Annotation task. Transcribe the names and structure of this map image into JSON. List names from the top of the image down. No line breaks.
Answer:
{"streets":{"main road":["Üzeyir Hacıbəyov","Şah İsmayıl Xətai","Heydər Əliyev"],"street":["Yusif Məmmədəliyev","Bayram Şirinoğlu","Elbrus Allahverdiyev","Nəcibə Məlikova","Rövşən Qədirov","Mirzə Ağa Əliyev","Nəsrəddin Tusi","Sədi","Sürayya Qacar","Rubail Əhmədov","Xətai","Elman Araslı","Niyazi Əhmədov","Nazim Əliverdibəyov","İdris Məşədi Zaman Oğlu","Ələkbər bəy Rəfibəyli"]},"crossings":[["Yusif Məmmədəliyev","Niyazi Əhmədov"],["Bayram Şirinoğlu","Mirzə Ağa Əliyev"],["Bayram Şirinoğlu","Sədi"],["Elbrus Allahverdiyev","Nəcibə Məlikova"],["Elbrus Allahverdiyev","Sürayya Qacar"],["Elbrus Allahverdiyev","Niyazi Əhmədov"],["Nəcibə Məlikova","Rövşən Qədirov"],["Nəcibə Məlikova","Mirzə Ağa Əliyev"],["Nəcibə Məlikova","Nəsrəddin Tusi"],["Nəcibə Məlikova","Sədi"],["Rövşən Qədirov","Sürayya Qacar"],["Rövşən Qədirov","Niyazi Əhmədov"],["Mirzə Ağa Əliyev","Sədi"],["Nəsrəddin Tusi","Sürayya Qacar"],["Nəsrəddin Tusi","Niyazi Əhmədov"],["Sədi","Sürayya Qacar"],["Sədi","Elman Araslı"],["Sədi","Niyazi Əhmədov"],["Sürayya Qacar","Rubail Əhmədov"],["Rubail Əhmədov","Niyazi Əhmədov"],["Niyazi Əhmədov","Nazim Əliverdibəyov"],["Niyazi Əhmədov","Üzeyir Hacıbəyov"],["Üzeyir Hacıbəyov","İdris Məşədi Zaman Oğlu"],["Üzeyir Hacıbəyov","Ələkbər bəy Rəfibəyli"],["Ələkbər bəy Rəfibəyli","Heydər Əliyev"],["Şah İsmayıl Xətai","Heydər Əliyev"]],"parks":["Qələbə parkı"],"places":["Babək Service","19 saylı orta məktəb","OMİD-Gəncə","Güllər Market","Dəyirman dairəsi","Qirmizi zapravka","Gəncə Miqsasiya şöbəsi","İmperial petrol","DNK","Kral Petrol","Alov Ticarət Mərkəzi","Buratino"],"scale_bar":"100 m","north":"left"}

◇ ◇ ◇ ◇

# [What you should do]
Would you please transcribe each line of the material exactly?

# [Response to the task]
Annotation task. Transcribe the names and structure of this map image into JSON. List names from the top of the image down. No line breaks.
Answer:
{"streets":{"main road":["Üzeyir Hacıbəyov","Şah İsmayıl Xətai","Heydər Əliyev"],"street":["Yusif Məmmədəliyev","Bayram Şirinoğlu","Elbrus Allahverdiyev","Nəcibə Məlikova","Rövşən Qədirov","Mirzə Ağa Əliyev","Nəsrəddin Tusi","Sədi","Sürayya Qacar","Rubail Əhmədov","Xətai","Elman Araslı","Niyazi Əhmədov","Nazim Əliverdibəyov","İdris Məşədi Zaman Oğlu","Ələkbər bəy Rəfibəyli"]},"crossings":[["Yusif Məmmədəliyev","Niyazi Əhmədov"],["Bayram Şirinoğlu","Mirzə Ağa Əliyev"],["Bayram Şirinoğlu","Sədi"],["Elbrus Allahverdiyev","Nəcibə Məlikova"],["Elbrus Allahverdiyev","Sürayya Qacar"],["Elbrus Allahverdiyev","Niyazi Əhmədov"],["Nəcibə Məlikova","Rövşən Qədirov"],["Nəcibə Məlikova","Mirzə Ağa Əliyev"],["Nəcibə Məlikova","Nəsrəddin Tusi"],["Nəcibə Məlikova","Sədi"],["Rövşən Qədirov","Sürayya Qacar"],["Rövşən Qədirov","Niyazi Əhmədov"],["Mirzə Ağa Əliyev","Sədi"],["Nəsrəddin Tusi","Sürayya Qacar"],["Nəsrəddin Tusi","Niyazi Əhmədov"],["Sədi","Sürayya Qacar"],["Sədi","Elman Araslı"],["Sədi","Niyazi Əhmədov"],["Sürayya Qacar","Rubail Əhmədov"],["Rubail Əhmədov","Niyazi Əhmədov"],["Niyazi Əhmədov","Nazim Əliverdibəyov"],["Niyazi Əhmədov","Üzeyir Hacıbəyov"],["Üzeyir Hacıbəyov","İdris Məşədi Zaman Oğlu"],["Üzeyir Hacıbəyov","Ələkbər bəy Rəfibəyli"],["Ələkbər bəy Rəfibəyli","Heydər Əliyev"],["Şah İsmayıl Xətai","Heydər Əliyev"]],"parks":["Qələbə parkı"],"places":["Babək Service","19 saylı orta məktəb","OMİD-Gəncə","Güllər Market","Dəyirman dairəsi","Qirmizi zapravka","Gəncə Miqsasiya şöbəsi","İmperial petrol","DNK","Kral Petrol","Alov Ticarət Mərkəzi","Buratino"],"scale_bar":"100 m","north":"left"}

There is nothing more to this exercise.